##### EXERCISE INPUTS
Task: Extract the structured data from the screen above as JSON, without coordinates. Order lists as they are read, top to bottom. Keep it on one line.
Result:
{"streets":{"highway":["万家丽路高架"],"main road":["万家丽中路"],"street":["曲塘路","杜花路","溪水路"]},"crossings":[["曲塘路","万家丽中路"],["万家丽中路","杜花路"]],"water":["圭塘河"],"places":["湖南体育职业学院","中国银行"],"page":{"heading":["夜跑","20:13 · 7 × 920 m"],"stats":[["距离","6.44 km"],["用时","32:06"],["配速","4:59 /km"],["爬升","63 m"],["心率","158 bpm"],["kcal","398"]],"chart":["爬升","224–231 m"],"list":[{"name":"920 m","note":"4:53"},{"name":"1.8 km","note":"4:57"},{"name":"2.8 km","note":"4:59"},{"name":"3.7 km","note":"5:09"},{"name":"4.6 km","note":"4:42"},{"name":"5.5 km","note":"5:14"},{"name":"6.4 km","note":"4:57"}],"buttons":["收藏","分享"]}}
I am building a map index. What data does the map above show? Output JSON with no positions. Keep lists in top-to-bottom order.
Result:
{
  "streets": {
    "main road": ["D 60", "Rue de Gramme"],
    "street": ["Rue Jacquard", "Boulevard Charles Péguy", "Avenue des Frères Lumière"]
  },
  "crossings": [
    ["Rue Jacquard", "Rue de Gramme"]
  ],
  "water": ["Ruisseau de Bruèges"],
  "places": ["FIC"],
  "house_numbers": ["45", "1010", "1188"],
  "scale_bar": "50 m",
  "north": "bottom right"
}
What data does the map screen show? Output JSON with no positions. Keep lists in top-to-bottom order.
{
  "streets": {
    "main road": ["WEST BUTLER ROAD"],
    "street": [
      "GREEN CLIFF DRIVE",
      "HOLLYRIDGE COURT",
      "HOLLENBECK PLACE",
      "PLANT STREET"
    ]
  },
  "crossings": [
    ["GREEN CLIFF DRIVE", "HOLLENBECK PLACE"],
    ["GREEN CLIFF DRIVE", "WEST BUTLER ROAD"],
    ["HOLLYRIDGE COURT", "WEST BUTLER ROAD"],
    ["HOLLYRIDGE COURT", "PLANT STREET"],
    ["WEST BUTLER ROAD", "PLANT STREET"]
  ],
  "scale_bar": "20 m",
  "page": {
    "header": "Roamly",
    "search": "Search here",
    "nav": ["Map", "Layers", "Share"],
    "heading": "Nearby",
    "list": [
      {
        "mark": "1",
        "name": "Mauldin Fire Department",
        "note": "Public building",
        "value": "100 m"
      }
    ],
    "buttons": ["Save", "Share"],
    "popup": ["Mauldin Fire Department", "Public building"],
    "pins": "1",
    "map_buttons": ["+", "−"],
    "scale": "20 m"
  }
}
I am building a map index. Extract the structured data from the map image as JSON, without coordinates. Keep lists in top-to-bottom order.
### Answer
##########
# [EXERCISE REQUIREMENTS]
Once you have read the records above, please copy them out exactly.

# [SOLUTION TO THIS TASK]
Task: Extract the structured data from the screen above as JSON, without coordinates. Order lists as they are read, top to bottom. Keep it on one line.
Result:
{"streets":{"highway":["万家丽路高架"],"main road":["万家丽中路"],"street":["曲塘路","杜花路","溪水路"]},"crossings":[["曲塘路","万家丽中路"],["万家丽中路","杜花路"]],"water":["圭塘河"],"places":["湖南体育职业学院","中国银行"],"page":{"heading":["夜跑","20:13 · 7 × 920 m"],"stats":[["距离","6.44 km"],["用时","32:06"],["配速","4:59 /km"],["爬升","63 m"],["心率","158 bpm"],["kcal","398"]],"chart":["爬升","224–231 m"],"list":[{"name":"920 m","note":"4:53"},{"name":"1.8 km","note":"4:57"},{"name":"2.8 km","note":"4:59"},{"name":"3.7 km","note":"5:09"},{"name":"4.6 km","note":"4:42"},{"name":"5.5 km","note":"5:14"},{"name":"6.4 km","note":"4:57"}],"buttons":["收藏","分享"]}}
I am building a map index. What data does the map above show? Output JSON with no positions. Keep lists in top-to-bottom order.
Result:
{
  "streets": {
    "main road": ["D 60", "Rue de Gramme"],
    "street": ["Rue Jacquard", "Boulevard Charles Péguy", "Avenue des Frères Lumière"]
  },
  "crossings": [
    ["Rue Jacquard", "Rue de Gramme"]
  ],
  "water": ["Ruisseau de Bruèges"],
  "places": ["FIC"],
  "house_numbers": ["45", "1010", "1188"],
  "scale_bar": "50 m",
  "north": "bottom right"
}
What data does the map screen show? Output JSON with no positions. Keep lists in top-to-bottom order.
{
  "streets": {
    "main road": ["WEST BUTLER ROAD"],
    "street": [
      "GREEN CLIFF DRIVE",
      "HOLLYRIDGE COURT",
      "HOLLENBECK PLACE",
      "PLANT STREET"
    ]
  },
  "crossings": [
    ["GREEN CLIFF DRIVE", "HOLLENBECK PLACE"],
    ["GREEN CLIFF DRIVE", "WEST BUTLER ROAD"],
    ["HOLLYRIDGE COURT", "WEST BUTLER ROAD"],
    ["HOLLYRIDGE COURT", "PLANT STREET"],
    ["WEST BUTLER ROAD", "PLANT STREET"]
  ],
  "scale_bar": "20 m",
  "page": {
    "header": "Roamly",
    "search": "Search here",
    "nav": ["Map", "Layers", "Share"],
    "heading": "Nearby",
    "list": [
      {
        "mark": "1",
        "name": "Mauldin Fire Department",
        "note": "Public building",
        "value": "100 m"
      }
    ],
    "buttons": ["Save", "Share"],
    "popup": ["Mauldin Fire Department", "Public building"],
    "pins": "1",
    "map_buttons": ["+", "−"],
    "scale": "20 m"
  }
}
I am building a map index. Extract the structured data from the map image as JSON, without coordinates. Keep lists in top-to-bottom order.
### Answer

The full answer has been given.